Required work: Work through the data line by line, gathering every line that has the word "phone".

Stored data
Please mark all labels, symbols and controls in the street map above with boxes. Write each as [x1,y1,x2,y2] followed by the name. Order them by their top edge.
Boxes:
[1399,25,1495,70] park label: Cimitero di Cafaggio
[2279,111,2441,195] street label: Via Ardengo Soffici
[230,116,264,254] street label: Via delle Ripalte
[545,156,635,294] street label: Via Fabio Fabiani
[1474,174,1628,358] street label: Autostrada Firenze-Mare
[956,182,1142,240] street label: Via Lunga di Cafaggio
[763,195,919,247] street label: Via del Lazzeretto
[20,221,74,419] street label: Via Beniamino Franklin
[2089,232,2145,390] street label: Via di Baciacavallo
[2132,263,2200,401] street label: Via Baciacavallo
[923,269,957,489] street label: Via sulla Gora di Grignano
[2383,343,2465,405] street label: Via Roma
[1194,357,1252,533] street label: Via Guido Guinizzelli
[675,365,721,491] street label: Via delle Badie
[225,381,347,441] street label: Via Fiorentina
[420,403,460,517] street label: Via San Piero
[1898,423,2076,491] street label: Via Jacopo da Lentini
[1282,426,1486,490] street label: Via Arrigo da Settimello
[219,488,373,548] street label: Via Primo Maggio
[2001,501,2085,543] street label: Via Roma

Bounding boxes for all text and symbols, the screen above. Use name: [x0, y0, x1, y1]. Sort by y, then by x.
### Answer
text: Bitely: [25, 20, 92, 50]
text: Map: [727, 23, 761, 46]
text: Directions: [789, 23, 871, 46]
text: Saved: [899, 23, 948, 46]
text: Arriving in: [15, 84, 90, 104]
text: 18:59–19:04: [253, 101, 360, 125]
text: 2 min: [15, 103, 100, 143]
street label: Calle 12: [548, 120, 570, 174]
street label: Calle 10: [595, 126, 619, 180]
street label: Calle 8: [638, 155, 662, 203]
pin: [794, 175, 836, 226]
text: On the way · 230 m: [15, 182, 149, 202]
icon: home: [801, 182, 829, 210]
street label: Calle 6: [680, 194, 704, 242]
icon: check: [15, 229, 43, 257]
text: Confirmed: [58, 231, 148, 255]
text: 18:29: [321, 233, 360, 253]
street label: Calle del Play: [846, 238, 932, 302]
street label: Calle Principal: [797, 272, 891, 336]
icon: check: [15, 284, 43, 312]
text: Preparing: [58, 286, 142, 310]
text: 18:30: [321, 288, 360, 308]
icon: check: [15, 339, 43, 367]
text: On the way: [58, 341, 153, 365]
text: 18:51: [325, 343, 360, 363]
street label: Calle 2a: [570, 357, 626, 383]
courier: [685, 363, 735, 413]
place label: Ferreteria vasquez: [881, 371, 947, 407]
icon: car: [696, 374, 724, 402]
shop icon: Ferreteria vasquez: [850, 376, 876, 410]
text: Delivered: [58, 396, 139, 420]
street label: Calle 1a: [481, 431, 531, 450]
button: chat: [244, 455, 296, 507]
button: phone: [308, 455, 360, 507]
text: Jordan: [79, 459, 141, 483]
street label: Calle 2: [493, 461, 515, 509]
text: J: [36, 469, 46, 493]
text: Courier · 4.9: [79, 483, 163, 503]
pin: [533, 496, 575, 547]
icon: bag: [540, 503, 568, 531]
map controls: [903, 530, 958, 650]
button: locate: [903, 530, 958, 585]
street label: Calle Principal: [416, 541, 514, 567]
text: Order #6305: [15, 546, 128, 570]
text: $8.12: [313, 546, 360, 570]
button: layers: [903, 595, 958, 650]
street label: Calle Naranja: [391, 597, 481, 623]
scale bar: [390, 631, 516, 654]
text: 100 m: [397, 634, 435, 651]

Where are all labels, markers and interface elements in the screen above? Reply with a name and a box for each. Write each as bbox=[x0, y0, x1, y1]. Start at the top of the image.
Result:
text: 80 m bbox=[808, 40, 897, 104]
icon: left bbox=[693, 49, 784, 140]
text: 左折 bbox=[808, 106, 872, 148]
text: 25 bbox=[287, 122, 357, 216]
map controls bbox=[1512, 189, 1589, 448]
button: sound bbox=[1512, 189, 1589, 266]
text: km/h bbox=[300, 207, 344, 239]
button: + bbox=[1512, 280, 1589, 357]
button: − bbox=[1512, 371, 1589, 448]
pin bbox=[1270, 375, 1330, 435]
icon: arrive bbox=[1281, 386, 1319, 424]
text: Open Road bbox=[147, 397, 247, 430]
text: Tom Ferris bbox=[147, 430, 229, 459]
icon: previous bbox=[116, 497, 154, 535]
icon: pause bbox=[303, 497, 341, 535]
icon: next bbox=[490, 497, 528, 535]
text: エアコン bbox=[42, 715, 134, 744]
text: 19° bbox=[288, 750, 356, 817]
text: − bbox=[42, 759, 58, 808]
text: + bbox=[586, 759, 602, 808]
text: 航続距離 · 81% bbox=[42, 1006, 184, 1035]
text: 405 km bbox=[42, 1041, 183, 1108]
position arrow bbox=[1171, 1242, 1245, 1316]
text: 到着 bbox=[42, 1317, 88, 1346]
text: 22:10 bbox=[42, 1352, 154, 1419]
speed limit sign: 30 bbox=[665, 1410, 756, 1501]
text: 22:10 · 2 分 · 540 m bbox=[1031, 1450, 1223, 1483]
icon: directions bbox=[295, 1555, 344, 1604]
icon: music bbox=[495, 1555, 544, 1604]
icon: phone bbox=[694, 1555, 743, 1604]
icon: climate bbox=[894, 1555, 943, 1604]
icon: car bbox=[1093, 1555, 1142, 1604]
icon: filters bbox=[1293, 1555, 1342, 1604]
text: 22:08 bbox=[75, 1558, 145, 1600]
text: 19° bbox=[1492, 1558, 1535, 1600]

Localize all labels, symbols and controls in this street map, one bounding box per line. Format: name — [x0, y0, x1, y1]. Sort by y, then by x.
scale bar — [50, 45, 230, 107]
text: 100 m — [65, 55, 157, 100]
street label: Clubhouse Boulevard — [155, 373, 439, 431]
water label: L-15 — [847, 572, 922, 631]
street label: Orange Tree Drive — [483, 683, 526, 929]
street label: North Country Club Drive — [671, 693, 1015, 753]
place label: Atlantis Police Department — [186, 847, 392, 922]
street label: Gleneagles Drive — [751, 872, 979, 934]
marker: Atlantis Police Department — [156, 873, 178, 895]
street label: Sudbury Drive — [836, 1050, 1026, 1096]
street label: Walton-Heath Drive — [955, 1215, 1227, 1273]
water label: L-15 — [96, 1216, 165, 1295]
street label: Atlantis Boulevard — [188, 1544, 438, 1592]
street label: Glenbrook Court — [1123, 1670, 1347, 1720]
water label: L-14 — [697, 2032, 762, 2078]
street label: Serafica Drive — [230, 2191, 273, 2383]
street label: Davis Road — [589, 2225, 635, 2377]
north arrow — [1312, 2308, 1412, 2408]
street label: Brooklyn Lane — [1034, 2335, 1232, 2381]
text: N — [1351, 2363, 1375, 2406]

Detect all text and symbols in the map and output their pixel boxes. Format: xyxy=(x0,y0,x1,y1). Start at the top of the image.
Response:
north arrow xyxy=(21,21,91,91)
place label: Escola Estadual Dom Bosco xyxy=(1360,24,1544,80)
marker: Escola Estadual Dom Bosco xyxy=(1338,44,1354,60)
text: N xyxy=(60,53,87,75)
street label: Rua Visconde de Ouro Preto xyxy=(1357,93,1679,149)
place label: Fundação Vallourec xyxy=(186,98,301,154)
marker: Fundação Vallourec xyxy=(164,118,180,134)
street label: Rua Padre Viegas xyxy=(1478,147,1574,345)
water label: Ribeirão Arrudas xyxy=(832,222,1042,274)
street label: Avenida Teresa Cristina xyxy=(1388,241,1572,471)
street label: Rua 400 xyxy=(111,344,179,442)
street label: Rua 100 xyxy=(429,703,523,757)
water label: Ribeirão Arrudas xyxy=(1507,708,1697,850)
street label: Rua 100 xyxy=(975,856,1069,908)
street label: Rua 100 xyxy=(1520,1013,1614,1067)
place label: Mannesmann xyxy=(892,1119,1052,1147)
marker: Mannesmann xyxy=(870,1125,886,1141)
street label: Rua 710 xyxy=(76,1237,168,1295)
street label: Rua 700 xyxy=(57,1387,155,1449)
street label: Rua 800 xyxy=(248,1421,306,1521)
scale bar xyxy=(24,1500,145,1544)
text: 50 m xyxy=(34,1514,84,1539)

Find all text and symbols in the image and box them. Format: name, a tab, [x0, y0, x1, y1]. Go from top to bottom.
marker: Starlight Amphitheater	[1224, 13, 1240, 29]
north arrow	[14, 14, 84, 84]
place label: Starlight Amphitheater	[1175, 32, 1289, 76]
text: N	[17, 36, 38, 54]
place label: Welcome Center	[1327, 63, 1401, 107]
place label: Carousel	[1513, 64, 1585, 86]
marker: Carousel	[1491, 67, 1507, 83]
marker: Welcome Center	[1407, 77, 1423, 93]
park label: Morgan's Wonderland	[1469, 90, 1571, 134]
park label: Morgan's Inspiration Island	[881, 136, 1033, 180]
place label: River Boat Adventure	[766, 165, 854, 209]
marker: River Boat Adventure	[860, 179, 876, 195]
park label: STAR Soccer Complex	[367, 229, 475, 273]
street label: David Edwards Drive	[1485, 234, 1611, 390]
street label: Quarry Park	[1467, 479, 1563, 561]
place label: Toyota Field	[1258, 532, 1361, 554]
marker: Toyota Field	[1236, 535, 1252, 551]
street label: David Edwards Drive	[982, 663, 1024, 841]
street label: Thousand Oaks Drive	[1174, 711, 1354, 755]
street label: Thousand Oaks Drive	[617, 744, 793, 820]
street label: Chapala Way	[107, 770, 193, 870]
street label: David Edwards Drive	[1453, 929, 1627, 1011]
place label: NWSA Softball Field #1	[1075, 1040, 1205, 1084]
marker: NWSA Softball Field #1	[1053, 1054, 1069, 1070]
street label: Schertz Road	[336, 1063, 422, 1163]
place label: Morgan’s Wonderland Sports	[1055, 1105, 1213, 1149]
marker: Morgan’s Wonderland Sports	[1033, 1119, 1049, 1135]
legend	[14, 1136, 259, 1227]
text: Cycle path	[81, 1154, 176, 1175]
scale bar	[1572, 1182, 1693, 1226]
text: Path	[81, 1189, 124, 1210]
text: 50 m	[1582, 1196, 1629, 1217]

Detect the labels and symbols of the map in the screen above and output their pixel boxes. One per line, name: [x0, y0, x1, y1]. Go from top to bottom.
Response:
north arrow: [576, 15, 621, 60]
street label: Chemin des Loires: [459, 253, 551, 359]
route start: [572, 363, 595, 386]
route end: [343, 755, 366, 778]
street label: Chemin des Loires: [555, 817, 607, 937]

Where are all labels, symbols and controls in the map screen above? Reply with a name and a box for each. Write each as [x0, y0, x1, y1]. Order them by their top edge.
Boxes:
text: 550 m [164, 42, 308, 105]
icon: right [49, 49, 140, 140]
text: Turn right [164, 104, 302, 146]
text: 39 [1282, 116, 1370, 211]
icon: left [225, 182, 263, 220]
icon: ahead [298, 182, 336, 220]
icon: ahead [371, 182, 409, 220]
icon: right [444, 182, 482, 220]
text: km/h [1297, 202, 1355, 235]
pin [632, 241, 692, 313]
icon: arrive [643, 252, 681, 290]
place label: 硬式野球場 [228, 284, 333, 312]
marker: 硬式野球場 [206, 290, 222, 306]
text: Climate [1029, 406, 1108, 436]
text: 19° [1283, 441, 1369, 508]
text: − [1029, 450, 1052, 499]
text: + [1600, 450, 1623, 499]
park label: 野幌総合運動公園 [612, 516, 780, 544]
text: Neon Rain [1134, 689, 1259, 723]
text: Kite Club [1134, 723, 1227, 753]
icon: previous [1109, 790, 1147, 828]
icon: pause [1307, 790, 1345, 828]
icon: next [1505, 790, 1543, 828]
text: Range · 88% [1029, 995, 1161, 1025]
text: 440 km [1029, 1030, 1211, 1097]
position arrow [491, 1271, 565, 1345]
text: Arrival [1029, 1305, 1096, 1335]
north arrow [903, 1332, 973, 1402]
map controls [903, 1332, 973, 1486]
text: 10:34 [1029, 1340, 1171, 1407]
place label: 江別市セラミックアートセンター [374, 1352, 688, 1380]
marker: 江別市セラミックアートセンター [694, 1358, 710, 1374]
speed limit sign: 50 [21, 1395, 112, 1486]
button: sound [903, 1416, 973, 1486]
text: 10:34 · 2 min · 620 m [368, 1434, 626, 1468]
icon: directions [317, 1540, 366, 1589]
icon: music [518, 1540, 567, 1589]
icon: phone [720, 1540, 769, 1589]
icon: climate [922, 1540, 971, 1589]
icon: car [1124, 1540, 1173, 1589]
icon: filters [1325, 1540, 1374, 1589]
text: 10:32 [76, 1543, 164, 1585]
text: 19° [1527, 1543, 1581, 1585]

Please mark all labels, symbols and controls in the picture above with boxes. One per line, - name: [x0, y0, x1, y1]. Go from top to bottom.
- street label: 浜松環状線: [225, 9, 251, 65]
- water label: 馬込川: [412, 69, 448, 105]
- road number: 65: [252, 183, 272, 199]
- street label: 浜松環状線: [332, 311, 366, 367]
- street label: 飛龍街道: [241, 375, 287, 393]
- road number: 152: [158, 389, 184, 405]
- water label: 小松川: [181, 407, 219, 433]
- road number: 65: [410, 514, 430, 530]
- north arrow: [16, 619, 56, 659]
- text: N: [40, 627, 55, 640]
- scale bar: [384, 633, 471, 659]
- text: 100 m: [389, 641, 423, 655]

Solved problem:
button: phone: [308, 455, 360, 507]
icon: phone bbox=[694, 1555, 743, 1604]
icon: phone [720, 1540, 769, 1589]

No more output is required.